- [Required work] Restate each entry word for word. Keep every detail intact.

- [Input records]
---
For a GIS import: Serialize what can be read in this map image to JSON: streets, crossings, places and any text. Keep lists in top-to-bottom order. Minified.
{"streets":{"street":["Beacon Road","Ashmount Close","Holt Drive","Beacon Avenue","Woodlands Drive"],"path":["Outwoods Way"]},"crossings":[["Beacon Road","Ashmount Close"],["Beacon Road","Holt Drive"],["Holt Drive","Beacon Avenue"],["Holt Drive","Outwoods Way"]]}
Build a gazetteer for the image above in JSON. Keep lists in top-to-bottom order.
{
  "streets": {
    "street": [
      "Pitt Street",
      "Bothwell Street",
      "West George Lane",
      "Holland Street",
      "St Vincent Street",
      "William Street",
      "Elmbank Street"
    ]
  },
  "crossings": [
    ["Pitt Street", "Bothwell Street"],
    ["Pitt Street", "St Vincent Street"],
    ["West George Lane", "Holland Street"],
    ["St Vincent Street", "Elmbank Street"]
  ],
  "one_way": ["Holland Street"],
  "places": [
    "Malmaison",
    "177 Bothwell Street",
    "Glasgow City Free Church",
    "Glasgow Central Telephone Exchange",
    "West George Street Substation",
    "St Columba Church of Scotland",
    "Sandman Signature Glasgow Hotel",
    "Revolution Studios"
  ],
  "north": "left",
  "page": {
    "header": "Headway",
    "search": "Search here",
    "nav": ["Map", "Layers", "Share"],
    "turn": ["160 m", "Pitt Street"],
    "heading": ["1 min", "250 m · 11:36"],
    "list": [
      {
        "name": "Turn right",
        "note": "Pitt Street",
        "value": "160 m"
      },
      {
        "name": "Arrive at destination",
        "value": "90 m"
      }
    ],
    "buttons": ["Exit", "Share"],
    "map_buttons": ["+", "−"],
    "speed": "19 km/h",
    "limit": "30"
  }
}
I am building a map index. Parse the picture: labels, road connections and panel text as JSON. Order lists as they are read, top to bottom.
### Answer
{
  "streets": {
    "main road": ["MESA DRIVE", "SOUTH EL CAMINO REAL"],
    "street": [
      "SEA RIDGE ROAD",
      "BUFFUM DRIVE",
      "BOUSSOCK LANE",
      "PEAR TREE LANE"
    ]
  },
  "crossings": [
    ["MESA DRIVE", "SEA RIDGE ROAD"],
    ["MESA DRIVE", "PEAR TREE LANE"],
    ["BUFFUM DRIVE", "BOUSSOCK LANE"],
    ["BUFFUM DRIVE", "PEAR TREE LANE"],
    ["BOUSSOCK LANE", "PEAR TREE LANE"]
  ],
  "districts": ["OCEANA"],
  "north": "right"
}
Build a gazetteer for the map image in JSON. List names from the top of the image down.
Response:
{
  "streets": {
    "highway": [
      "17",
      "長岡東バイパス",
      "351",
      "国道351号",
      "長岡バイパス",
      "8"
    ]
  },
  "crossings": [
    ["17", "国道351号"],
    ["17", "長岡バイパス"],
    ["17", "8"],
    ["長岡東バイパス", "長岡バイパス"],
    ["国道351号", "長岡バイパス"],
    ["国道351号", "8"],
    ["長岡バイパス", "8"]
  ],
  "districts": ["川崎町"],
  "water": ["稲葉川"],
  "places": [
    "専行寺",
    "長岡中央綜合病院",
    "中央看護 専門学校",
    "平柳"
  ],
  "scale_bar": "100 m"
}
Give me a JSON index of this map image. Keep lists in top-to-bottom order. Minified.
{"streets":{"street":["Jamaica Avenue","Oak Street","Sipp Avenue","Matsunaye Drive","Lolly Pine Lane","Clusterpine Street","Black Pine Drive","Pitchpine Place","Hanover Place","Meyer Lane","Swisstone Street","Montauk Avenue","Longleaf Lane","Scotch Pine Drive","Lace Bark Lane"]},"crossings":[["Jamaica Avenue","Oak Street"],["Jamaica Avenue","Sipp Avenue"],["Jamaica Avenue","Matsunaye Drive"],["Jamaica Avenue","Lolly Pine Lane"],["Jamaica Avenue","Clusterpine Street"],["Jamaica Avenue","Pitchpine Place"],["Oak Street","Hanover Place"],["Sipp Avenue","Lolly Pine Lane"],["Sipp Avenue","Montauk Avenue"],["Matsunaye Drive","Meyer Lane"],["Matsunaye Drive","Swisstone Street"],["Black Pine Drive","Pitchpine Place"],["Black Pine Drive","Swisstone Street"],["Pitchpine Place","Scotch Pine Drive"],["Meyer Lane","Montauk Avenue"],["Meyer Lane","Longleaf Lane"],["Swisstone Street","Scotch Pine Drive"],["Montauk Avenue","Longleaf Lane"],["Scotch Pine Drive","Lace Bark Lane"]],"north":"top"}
---
- [Task result]
For a GIS import: Serialize what can be read in this map image to JSON: streets, crossings, places and any text. Keep lists in top-to-bottom order. Minified.
{"streets":{"street":["Beacon Road","Ashmount Close","Holt Drive","Beacon Avenue","Woodlands Drive"],"path":["Outwoods Way"]},"crossings":[["Beacon Road","Ashmount Close"],["Beacon Road","Holt Drive"],["Holt Drive","Beacon Avenue"],["Holt Drive","Outwoods Way"]]}
Build a gazetteer for the image above in JSON. Keep lists in top-to-bottom order.
{
  "streets": {
    "street": [
      "Pitt Street",
      "Bothwell Street",
      "West George Lane",
      "Holland Street",
      "St Vincent Street",
      "William Street",
      "Elmbank Street"
    ]
  },
  "crossings": [
    ["Pitt Street", "Bothwell Street"],
    ["Pitt Street", "St Vincent Street"],
    ["West George Lane", "Holland Street"],
    ["St Vincent Street", "Elmbank Street"]
  ],
  "one_way": ["Holland Street"],
  "places": [
    "Malmaison",
    "177 Bothwell Street",
    "Glasgow City Free Church",
    "Glasgow Central Telephone Exchange",
    "West George Street Substation",
    "St Columba Church of Scotland",
    "Sandman Signature Glasgow Hotel",
    "Revolution Studios"
  ],
  "north": "left",
  "page": {
    "header": "Headway",
    "search": "Search here",
    "nav": ["Map", "Layers", "Share"],
    "turn": ["160 m", "Pitt Street"],
    "heading": ["1 min", "250 m · 11:36"],
    "list": [
      {
        "name": "Turn right",
        "note": "Pitt Street",
        "value": "160 m"
      },
      {
        "name": "Arrive at destination",
        "value": "90 m"
      }
    ],
    "buttons": ["Exit", "Share"],
    "map_buttons": ["+", "−"],
    "speed": "19 km/h",
    "limit": "30"
  }
}
I am building a map index. Parse the picture: labels, road connections and panel text as JSON. Order lists as they are read, top to bottom.
### Answer
{
  "streets": {
    "main road": ["MESA DRIVE", "SOUTH EL CAMINO REAL"],
    "street": [
      "SEA RIDGE ROAD",
      "BUFFUM DRIVE",
      "BOUSSOCK LANE",
      "PEAR TREE LANE"
    ]
  },
  "crossings": [
    ["MESA DRIVE", "SEA RIDGE ROAD"],
    ["MESA DRIVE", "PEAR TREE LANE"],
    ["BUFFUM DRIVE", "BOUSSOCK LANE"],
    ["BUFFUM DRIVE", "PEAR TREE LANE"],
    ["BOUSSOCK LANE", "PEAR TREE LANE"]
  ],
  "districts": ["OCEANA"],
  "north": "right"
}
Build a gazetteer for the map image in JSON. List names from the top of the image down.
Response:
{
  "streets": {
    "highway": [
      "17",
      "長岡東バイパス",
      "351",
      "国道351号",
      "長岡バイパス",
      "8"
    ]
  },
  "crossings": [
    ["17", "国道351号"],
    ["17", "長岡バイパス"],
    ["17", "8"],
    ["長岡東バイパス", "長岡バイパス"],
    ["国道351号", "長岡バイパス"],
    ["国道351号", "8"],
    ["長岡バイパス", "8"]
  ],
  "districts": ["川崎町"],
  "water": ["稲葉川"],
  "places": [
    "専行寺",
    "長岡中央綜合病院",
    "中央看護 専門学校",
    "平柳"
  ],
  "scale_bar": "100 m"
}
Give me a JSON index of this map image. Keep lists in top-to-bottom order. Minified.
{"streets":{"street":["Jamaica Avenue","Oak Street","Sipp Avenue","Matsunaye Drive","Lolly Pine Lane","Clusterpine Street","Black Pine Drive","Pitchpine Place","Hanover Place","Meyer Lane","Swisstone Street","Montauk Avenue","Longleaf Lane","Scotch Pine Drive","Lace Bark Lane"]},"crossings":[["Jamaica Avenue","Oak Street"],["Jamaica Avenue","Sipp Avenue"],["Jamaica Avenue","Matsunaye Drive"],["Jamaica Avenue","Lolly Pine Lane"],["Jamaica Avenue","Clusterpine Street"],["Jamaica Avenue","Pitchpine Place"],["Oak Street","Hanover Place"],["Sipp Avenue","Lolly Pine Lane"],["Sipp Avenue","Montauk Avenue"],["Matsunaye Drive","Meyer Lane"],["Matsunaye Drive","Swisstone Street"],["Black Pine Drive","Pitchpine Place"],["Black Pine Drive","Swisstone Street"],["Pitchpine Place","Scotch Pine Drive"],["Meyer Lane","Montauk Avenue"],["Meyer Lane","Longleaf Lane"],["Swisstone Street","Scotch Pine Drive"],["Montauk Avenue","Longleaf Lane"],["Scotch Pine Drive","Lace Bark Lane"]],"north":"top"}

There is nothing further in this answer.